Statement by the Justitia et Pax Commission on Preserving the Culture of No Work on Sundays

Zagreb (IKA) – On January 19, the Justitia et Pax Commission of the Croatian Conference of Bishops presented a statement on the preservation of the culture of no work on Sundays at a press conference held at the Secretariat of the CCB in Zagreb. The hope was expressed that the public authorities would regulate work on Sundays, preserving the dignity of Croatian citizens and promoting the interests of the Croatian economy. Through this statement, the Commission wished to join the discussion that would facilitate the passage of a new law to protect the culture of Sunday and the human and labor rights of store workers. The regulation of the operations of stores on Sundays, according to the statement, due its support by the absolute majority of the citizens, provides a good possibility for an initiative for even better regulation of other segments of the economy and public life in Croatia.

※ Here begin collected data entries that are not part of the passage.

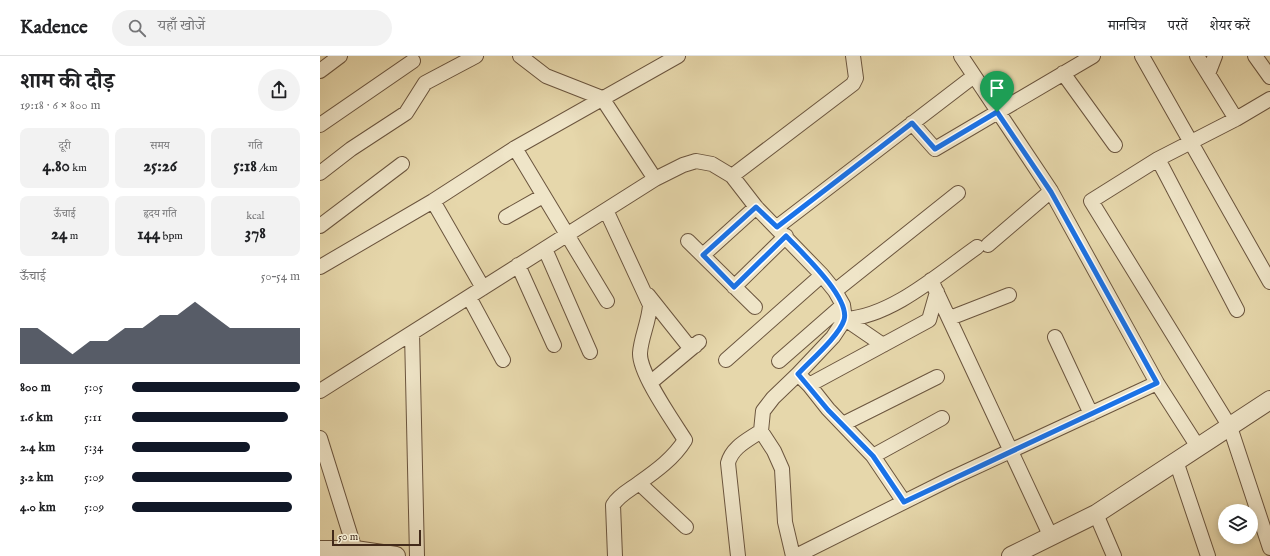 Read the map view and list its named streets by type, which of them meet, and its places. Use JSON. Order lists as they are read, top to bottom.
{
  "scale_bar": "50 m",
  "page": {
    "header": "Kadence",
    "search": "यहाँ खोजें",
    "nav": ["मानचित्र", "परतें", "शेयर करें"],
    "heading": ["शाम की दौड़", "19:18 · 6 × 800 m"],
    "stats": [
      ["दूरी", "4.80 km"],
      ["समय", "25:26"],
      ["गति", "5:18 /km"],
      ["ऊँचाई", "24 m"],
      ["हृदय गति", "144 bpm"],
      ["kcal", "378"]
    ],
    "chart": ["ऊँचाई", "50–54 m"],
    "list": [
      {
        "name": "800 m",
        "note": "5:05"
      },
      {
        "name": "1.6 km",
        "note": "5:11"
      },
      {
        "name": "2.4 km",
        "note": "5:34"
      },
      {
        "name": "3.2 km",
        "note": "5:09"
      },
      {
        "name": "4.0 km",
        "note": "5:09"
      }
    ],
    "scale": "50 m"
  }
}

The future law, in the opinion of the Commission, should be clear, enforceable, without exceptions and regulate the necessary sales network at defined places. In the statement by the Commission, it was explained that work on Sunday must be regulated on the level of the state and it should not be possible for the law to be circumvented in such a manner that exceptions become the rule according to the discretion local communities that cannot withstand the pressure of big capital.

Furthermore, the statement emphasizes that it is particularly necessary through regulation to exclude possible direct agreements between employers and individual workers, because this would mean the degradation the worker who must agree to all the conditions in order to hold onto a job, and thereby would also challenge the right to free Sundays, which is guaranteed by the Labor Act and other domestic and international legal acts.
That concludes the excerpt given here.